*TASK TO COMPLETE*.
Please repeat each of the records that follow, exactly as written.

Dataset entries
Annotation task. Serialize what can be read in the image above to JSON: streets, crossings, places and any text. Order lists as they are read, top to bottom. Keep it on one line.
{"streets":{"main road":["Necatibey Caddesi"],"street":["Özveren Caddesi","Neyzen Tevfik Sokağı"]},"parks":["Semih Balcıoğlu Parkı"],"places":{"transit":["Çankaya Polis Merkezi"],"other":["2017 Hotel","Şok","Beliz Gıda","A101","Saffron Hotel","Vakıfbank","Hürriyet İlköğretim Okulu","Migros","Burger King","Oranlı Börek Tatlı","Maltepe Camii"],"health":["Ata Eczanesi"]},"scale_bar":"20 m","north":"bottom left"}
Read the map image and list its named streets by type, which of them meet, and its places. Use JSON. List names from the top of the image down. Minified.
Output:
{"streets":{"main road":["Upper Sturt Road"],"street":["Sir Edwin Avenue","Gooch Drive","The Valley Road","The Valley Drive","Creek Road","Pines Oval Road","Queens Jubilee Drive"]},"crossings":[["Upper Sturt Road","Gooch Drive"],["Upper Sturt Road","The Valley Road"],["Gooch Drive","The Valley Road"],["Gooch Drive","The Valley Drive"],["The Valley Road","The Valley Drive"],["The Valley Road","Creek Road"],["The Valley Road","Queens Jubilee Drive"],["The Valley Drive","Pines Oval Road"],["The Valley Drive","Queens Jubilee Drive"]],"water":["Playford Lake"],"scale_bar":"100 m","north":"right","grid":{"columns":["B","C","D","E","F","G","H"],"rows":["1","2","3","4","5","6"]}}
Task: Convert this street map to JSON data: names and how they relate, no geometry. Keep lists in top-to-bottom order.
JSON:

*SOLUTION*.
Annotation task. Serialize what can be read in the image above to JSON: streets, crossings, places and any text. Order lists as they are read, top to bottom. Keep it on one line.
{"streets":{"main road":["Necatibey Caddesi"],"street":["Özveren Caddesi","Neyzen Tevfik Sokağı"]},"parks":["Semih Balcıoğlu Parkı"],"places":{"transit":["Çankaya Polis Merkezi"],"other":["2017 Hotel","Şok","Beliz Gıda","A101","Saffron Hotel","Vakıfbank","Hürriyet İlköğretim Okulu","Migros","Burger King","Oranlı Börek Tatlı","Maltepe Camii"],"health":["Ata Eczanesi"]},"scale_bar":"20 m","north":"bottom left"}
Read the map image and list its named streets by type, which of them meet, and its places. Use JSON. List names from the top of the image down. Minified.
Output:
{"streets":{"main road":["Upper Sturt Road"],"street":["Sir Edwin Avenue","Gooch Drive","The Valley Road","The Valley Drive","Creek Road","Pines Oval Road","Queens Jubilee Drive"]},"crossings":[["Upper Sturt Road","Gooch Drive"],["Upper Sturt Road","The Valley Road"],["Gooch Drive","The Valley Road"],["Gooch Drive","The Valley Drive"],["The Valley Road","The Valley Drive"],["The Valley Road","Creek Road"],["The Valley Road","Queens Jubilee Drive"],["The Valley Drive","Pines Oval Road"],["The Valley Drive","Queens Jubilee Drive"]],"water":["Playford Lake"],"scale_bar":"100 m","north":"right","grid":{"columns":["B","C","D","E","F","G","H"],"rows":["1","2","3","4","5","6"]}}
Task: Convert this street map to JSON data: names and how they relate, no geometry. Keep lists in top-to-bottom order.
JSON:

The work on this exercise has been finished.